I suppose that maybe that’s not entirely true. Both Takahashi’s and Johnson’s collections have some serious punk vibes, although in very different ways. And both collections definitely rely on the concept of presence, although Johnson in a more visceral way.
The textures and lines in Takahashi’s collection make for striking shapes within his more conventional pieces. I also truly favored the repetition of horizontal lines in those pieces, slicing through the concepts of shapes to recreate here and there, albeit gently. My favorite pieces in this portion of the collection would definitely have to be the dark lavender-grey glossy cloth matched up with shining, crinkling fabric for a fantastic contrast. The juxtaposition of these well-lit, heavily textured pieces versus their flat, geometric, LED-lit counterparts is what got me the most.
The use of words to complement the clothing itself is exemplary. It lives and breathes as if it itself is yet another texture, albeit one that literally explains itself to you. However, the blatant inclusion of words creates a sort of tension between the visible and the comprehensive, and prompts us to look further beyond only what we can see. What about the piece that says “I AM HERE,” while the model’s eyes are covered? What about the piece with the word “Chaos” quietly embroidered in white against a white skirt?

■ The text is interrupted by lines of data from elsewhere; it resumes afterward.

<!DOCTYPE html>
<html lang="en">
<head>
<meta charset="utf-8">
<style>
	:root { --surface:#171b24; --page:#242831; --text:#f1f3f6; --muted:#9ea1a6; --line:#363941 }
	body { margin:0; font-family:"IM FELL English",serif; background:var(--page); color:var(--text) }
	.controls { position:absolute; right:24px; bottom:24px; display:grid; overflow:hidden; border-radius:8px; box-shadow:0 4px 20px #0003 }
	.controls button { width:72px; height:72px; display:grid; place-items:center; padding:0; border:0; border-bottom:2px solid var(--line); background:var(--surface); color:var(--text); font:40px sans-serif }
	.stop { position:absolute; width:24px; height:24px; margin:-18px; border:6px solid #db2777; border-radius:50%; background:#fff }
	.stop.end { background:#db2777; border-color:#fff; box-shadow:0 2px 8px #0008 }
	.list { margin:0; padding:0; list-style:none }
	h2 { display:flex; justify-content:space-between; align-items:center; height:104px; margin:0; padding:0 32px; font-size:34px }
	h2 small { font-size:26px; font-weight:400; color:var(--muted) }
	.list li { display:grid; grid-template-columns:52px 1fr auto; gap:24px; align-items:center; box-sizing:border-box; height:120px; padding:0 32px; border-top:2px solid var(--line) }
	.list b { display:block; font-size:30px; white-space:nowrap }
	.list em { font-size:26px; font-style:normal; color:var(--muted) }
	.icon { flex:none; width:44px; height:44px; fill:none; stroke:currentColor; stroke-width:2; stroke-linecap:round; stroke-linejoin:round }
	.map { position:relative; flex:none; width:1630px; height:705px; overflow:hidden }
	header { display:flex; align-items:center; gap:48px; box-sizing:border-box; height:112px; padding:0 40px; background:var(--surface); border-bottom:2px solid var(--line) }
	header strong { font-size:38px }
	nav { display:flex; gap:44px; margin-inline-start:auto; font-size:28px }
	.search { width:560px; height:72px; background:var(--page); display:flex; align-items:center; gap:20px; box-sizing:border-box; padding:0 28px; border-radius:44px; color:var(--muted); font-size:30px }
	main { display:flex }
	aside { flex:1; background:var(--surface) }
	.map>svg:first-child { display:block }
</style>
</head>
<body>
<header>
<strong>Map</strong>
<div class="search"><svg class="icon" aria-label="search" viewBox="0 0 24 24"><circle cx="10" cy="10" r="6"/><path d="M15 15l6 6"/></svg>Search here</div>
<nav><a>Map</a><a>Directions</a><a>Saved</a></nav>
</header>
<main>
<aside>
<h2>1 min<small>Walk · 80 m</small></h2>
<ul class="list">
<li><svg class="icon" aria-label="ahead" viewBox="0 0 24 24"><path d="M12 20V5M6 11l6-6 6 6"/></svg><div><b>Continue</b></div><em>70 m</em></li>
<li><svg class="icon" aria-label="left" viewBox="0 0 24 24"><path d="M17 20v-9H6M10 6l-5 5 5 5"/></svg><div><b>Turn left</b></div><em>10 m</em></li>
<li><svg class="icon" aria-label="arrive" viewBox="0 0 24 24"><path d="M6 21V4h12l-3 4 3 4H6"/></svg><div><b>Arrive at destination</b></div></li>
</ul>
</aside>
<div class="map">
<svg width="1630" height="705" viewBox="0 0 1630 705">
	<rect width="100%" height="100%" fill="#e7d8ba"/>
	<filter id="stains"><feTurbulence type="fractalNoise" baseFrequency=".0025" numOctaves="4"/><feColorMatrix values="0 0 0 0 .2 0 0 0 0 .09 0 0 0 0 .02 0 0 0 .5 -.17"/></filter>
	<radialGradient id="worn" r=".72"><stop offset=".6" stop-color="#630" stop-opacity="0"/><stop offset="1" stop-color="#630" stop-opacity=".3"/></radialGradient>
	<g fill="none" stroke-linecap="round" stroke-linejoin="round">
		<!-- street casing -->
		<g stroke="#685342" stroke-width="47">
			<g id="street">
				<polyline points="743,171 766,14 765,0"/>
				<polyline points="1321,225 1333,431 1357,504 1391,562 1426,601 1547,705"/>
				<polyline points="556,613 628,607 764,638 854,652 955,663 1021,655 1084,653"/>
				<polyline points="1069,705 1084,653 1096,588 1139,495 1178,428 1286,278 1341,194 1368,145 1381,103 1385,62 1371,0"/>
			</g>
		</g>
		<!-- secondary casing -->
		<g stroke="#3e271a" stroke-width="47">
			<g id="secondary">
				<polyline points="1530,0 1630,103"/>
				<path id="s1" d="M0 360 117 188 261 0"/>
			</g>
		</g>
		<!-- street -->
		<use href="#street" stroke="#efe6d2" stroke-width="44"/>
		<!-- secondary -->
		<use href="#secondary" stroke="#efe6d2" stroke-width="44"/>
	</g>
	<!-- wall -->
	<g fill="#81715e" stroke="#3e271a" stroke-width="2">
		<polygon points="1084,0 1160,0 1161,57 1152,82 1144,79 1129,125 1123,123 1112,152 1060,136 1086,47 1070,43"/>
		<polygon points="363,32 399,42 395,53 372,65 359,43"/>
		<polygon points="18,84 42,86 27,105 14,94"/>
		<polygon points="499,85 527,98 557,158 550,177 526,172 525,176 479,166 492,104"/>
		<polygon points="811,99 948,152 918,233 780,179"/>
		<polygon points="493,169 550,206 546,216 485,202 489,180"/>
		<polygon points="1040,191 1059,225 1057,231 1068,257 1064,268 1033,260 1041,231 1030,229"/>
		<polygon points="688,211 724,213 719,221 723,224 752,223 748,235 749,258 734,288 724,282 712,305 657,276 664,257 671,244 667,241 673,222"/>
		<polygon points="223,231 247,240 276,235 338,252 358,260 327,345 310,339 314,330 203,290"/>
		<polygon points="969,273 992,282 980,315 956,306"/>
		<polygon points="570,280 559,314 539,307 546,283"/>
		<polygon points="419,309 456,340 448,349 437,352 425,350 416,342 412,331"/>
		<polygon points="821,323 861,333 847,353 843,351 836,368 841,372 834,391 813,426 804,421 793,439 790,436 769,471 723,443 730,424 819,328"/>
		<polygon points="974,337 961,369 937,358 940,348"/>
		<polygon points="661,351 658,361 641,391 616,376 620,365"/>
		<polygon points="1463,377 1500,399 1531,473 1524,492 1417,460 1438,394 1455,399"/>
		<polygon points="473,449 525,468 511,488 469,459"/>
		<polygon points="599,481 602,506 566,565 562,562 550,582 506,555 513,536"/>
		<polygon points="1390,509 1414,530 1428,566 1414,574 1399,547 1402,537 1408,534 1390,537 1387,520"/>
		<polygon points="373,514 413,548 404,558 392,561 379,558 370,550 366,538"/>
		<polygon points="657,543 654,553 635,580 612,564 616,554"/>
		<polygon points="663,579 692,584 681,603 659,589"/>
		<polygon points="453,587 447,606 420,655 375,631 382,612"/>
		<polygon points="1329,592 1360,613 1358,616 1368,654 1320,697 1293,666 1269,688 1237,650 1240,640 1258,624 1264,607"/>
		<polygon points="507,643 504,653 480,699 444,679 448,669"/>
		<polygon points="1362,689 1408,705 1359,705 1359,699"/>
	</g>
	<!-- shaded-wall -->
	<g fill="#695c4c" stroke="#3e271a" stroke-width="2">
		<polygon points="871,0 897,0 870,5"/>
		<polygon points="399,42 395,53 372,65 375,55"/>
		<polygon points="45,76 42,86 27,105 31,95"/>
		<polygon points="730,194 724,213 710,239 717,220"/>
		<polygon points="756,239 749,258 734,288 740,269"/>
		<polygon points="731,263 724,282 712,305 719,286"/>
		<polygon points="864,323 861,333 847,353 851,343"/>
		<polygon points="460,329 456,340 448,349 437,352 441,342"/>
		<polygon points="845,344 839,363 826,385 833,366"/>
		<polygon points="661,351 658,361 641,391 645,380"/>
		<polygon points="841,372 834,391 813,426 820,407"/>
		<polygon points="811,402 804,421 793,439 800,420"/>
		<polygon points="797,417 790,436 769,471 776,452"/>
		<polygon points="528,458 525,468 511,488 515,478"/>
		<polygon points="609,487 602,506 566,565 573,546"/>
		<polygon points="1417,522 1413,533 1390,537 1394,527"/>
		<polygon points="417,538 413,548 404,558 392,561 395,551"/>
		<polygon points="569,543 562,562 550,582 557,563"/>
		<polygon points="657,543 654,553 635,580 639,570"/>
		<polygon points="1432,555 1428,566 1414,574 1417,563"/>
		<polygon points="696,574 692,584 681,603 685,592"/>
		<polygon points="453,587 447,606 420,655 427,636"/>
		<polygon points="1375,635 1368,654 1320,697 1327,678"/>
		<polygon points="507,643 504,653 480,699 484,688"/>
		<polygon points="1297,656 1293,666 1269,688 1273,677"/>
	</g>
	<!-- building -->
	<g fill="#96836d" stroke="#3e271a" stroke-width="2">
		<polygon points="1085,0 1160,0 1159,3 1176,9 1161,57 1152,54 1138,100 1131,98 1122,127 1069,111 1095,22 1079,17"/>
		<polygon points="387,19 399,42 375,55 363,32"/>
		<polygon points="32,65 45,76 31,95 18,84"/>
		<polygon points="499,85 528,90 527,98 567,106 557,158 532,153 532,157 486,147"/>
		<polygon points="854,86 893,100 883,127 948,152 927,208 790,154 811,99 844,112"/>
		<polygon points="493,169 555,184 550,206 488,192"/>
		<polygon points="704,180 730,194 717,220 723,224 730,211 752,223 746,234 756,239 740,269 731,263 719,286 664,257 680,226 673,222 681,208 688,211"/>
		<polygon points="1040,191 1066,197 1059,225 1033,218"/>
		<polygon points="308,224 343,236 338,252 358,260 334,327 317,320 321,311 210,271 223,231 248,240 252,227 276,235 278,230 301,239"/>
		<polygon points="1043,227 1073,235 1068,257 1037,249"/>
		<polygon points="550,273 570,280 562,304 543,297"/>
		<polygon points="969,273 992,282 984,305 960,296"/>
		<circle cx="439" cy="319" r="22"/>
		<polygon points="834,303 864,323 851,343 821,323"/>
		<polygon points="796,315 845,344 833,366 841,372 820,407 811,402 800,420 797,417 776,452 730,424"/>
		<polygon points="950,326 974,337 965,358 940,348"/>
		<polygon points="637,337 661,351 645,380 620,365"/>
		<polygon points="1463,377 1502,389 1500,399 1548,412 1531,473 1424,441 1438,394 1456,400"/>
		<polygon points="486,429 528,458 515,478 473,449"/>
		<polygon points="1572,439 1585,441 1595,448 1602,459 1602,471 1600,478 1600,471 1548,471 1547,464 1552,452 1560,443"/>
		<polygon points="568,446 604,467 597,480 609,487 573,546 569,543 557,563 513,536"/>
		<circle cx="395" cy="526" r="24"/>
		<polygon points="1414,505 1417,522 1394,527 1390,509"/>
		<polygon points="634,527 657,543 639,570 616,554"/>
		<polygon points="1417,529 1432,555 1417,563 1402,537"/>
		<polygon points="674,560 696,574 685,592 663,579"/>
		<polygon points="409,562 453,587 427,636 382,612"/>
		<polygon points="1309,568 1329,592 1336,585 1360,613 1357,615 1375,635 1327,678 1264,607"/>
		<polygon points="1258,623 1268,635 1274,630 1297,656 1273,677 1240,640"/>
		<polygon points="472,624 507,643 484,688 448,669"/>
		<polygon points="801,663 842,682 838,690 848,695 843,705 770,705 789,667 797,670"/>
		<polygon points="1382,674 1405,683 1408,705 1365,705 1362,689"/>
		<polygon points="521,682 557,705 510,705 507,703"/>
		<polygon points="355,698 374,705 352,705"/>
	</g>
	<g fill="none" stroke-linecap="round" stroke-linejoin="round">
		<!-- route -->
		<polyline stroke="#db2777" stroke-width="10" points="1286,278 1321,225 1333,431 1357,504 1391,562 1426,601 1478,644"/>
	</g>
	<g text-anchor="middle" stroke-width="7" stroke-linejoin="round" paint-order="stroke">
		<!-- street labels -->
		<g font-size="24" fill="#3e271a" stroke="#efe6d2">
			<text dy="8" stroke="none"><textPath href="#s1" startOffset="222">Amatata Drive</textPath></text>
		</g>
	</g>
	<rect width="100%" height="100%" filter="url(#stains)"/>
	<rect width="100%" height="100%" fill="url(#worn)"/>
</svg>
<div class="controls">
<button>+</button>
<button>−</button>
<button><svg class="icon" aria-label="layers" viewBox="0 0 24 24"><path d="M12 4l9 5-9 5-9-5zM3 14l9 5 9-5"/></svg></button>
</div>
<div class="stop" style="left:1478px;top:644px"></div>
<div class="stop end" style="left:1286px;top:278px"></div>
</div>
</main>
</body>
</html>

Takahashi’s S2014RTW collection aroused a million questions and let the viewer answer them alone. In this way it felt that there were three collections being viewed at once instead of one collective. There was an incredible, loud show in the form of textures and lines, colors and simple thoughts, billowing sheer skirts and a few patterns. There was a quieter, less hedonistic show where words hid in plain sight and waited for you to find them, parse meaning from them, and connect them to the beautiful, clean lines of black and white clothing. And then there was the final show, the blank, honest finale, maximized by high contrast and large, visible shapes with an equally large, equally visible presence created through loaded phrases.
With Claire de Lune playing during the final walk, the darker part of this show felt like the moon rising on one last evening.